G80 programmable power

They would be, if they were referring to the same diagrams! Bob's comment was on an earlier one.
b3d68.jpg

b3d82.gif


In this diagram, the blue instruction begins before the purple one finishes, even though they are dependent.
Where's that sigh smiley?

If the MAD and SF pipes are multi-threaded, as you are suggesting, then there's no instruction dependency between the magenta and blue. The magenta is batch 1432 and the blue is batch 1543, etc.

So, make up your mind, are these separate pipes that support multi-threading or is there instruction dependency?

Jawed
 
a) That diagram and its associated text does not mention multiple batches being executed at the same time.
b) Your definition of instruction dependency is non-standard. If a program's operation cannot begin before another one has completed, then it is dependent on that latter instruction.
c) It doesn't matter if you can fill up your pipeline anyway through multithreading, OoOE, or anything else. The operation is still "dependent".
d) The batches won't be dependent on each other, on the other hand, which is why this works.

So, yes, the diagram you just quoted gives the correct usage characterisitics unless I'm not reading it properly, but you certainly never said that it managed to do so thanks to the scheduler concurrently managing a large number of batches and seeing the ALUs and SFUs as distinct execution resources. If you did mean that, then sorry, I guess you were just being vague... :)


Uttar
 
So, yes, the diagram you just quoted gives the correct usage characterisitics unless I'm not reading it properly, but you certainly never said that it managed to do so thanks to the scheduler concurrently managing a large number of batches and seeing the ALUs and SFUs as distinct execution resources. If you did mean that, then sorry, I guess you were just being vague... :)
Technically the diagram is accidental, because I didn't intend it be read as multi-threaded when I produced it. I wasn't paying attention to the dependency twixt magenta and blue when I produced it, which is why I retracted it in light of Bob's comment.

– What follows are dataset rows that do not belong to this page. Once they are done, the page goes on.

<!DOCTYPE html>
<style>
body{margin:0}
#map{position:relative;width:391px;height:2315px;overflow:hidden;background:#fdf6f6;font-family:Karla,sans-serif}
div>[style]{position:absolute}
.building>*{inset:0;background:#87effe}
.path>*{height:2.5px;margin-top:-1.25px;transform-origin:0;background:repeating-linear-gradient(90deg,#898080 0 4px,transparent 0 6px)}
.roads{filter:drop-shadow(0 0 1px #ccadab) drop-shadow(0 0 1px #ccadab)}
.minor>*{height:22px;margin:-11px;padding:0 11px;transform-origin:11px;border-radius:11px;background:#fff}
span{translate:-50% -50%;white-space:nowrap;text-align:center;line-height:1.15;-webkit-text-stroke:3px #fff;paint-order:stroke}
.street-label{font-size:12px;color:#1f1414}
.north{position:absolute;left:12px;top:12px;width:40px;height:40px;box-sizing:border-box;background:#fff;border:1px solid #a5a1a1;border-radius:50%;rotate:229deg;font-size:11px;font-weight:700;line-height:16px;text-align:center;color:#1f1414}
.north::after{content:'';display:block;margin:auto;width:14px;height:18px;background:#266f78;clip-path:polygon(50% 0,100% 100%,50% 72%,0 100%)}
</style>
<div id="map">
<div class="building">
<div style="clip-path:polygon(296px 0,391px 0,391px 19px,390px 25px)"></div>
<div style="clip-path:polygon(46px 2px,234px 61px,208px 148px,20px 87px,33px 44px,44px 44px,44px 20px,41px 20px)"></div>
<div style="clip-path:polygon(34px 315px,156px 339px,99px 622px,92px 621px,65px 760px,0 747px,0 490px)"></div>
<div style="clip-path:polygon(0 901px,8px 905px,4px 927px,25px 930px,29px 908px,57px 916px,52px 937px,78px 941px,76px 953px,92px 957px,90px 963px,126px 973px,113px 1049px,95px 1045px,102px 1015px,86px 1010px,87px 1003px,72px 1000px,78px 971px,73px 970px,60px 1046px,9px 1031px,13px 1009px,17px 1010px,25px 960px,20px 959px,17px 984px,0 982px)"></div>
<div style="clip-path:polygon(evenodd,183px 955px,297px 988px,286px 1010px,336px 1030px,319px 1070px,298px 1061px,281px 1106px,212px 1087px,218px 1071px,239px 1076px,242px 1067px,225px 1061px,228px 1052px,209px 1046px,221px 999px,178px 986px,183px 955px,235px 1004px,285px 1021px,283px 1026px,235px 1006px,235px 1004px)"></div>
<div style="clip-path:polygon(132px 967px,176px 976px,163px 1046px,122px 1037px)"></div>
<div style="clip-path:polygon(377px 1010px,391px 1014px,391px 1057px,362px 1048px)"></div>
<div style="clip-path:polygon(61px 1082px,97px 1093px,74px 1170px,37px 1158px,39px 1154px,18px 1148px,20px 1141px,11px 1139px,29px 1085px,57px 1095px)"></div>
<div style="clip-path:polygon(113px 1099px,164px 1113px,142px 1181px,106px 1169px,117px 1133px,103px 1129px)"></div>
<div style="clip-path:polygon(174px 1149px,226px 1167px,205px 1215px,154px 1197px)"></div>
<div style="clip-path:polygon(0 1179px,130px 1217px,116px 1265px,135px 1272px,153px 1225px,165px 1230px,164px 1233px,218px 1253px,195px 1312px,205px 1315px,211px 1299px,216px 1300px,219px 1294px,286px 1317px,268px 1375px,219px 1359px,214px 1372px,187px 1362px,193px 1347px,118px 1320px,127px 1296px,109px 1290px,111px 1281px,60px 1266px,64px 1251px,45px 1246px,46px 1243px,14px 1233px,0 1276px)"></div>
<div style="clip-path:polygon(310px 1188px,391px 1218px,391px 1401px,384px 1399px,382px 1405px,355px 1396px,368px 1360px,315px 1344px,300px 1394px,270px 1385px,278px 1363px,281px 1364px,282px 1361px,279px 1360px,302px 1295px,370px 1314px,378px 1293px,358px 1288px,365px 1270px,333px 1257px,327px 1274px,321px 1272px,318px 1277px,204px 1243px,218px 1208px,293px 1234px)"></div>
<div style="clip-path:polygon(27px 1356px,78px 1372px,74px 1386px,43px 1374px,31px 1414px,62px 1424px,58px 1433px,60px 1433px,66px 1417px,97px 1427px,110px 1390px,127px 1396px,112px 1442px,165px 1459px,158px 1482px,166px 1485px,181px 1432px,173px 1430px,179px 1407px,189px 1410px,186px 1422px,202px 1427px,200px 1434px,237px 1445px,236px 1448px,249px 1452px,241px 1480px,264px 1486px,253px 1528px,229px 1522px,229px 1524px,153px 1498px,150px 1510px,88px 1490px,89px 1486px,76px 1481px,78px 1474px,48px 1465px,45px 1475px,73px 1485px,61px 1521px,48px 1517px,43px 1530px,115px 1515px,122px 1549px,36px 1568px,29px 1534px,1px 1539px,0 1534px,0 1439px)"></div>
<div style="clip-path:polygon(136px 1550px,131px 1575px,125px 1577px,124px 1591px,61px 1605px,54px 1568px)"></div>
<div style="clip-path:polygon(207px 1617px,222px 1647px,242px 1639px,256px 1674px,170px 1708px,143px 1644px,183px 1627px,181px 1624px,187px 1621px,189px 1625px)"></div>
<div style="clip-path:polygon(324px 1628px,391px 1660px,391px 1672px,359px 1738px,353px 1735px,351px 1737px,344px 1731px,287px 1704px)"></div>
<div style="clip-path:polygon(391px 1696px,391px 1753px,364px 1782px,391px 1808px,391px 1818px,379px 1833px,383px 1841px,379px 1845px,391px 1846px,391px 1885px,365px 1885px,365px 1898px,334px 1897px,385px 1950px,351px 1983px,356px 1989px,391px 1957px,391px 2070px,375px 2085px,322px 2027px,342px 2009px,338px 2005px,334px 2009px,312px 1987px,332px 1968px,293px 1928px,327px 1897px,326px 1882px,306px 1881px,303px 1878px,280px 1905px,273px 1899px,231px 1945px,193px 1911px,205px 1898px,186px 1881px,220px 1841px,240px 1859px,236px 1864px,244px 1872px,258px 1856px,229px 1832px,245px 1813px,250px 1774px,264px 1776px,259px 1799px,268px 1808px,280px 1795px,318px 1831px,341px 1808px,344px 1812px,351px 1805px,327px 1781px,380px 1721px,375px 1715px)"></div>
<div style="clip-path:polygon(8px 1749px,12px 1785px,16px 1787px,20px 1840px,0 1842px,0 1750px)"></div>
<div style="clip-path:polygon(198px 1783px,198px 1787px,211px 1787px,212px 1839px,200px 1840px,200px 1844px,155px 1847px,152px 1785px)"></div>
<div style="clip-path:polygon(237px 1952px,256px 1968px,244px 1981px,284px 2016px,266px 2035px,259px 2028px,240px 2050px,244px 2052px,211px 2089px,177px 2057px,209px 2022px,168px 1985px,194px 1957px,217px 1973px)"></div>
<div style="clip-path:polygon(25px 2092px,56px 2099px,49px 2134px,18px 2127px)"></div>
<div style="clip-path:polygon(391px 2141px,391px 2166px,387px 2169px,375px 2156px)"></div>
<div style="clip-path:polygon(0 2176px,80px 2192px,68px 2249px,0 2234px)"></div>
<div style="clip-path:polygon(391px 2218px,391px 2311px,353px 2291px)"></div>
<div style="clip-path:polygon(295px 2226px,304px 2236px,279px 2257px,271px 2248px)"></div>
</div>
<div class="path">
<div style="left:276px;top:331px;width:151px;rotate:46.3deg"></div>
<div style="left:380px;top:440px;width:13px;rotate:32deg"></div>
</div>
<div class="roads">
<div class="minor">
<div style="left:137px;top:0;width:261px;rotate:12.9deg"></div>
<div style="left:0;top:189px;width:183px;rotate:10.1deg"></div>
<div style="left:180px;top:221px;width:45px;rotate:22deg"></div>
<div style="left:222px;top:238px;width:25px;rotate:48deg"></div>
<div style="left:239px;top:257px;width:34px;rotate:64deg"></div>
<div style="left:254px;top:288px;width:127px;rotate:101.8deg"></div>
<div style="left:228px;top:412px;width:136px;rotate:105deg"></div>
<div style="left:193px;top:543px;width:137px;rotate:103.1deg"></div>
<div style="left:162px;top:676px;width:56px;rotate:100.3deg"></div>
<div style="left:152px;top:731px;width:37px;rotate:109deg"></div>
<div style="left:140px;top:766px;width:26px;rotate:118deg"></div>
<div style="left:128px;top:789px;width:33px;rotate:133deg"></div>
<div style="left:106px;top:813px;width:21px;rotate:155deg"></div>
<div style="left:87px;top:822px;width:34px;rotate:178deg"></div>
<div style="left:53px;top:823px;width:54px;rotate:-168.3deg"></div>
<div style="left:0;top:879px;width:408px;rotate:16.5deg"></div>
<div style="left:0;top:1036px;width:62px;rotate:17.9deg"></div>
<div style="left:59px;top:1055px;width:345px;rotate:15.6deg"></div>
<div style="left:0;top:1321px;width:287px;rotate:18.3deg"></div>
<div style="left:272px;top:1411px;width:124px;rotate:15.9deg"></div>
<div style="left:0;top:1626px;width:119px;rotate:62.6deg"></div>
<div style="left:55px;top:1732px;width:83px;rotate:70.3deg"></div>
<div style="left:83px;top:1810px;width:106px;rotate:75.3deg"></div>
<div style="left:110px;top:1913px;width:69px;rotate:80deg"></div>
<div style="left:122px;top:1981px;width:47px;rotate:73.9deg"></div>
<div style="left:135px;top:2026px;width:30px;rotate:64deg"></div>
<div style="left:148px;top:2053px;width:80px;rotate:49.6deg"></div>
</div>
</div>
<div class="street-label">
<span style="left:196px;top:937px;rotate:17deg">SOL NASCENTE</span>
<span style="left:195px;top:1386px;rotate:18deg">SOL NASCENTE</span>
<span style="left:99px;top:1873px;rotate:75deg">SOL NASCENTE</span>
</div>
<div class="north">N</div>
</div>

Bob picked up the instruction dependency clash. If Bob knows that MAD and SF are separately threaded, then there'd be no instruction dependency, and he wouldn't have needed to make the comment about the dependency clash.

So, that still leaves me no better off. If G80 actually does multi-thread in the way you're asserting, then I don't know why Bob even raised the dependency issue.

Jawed
 
Bob picked up the instruction dependency clash. If Bob knows that MAD and SF are separately threaded, then there'd be no instruction dependency, and he wouldn't have needed to make the comment about the dependency clash.
Sigh x Infinity.
Uttar said:
b) Your definition of instruction dependency is non-standard. If a program's operation cannot begin before another one has completed, then it is dependent on that latter instruction.
c) It doesn't matter if you can fill up your pipeline anyway through multithreading, OoOE, or anything else. The operation is still "dependent".
d) The batches won't be dependent on each other, on the other hand, which is why this works.
There IS an instruction dependency if you use the term's proper definition. But the batches are independent, as they always are on modern GPUs. All of Bob's comments are perfectly accurate - they just aren't super-precise, for obvious reasons.


Uttar
 
All of Bob's comments are perfectly accurate - they just aren't super-precise, for obvious reasons.
No they're not perfectly accurate as far as your assertion of multi-threading goes. If RCP r5.y r5.y has already been calculated due to multi-threaded scheduling, then the MUL that uses r5.y can't suffer from a dependency clash. It's simply impossible.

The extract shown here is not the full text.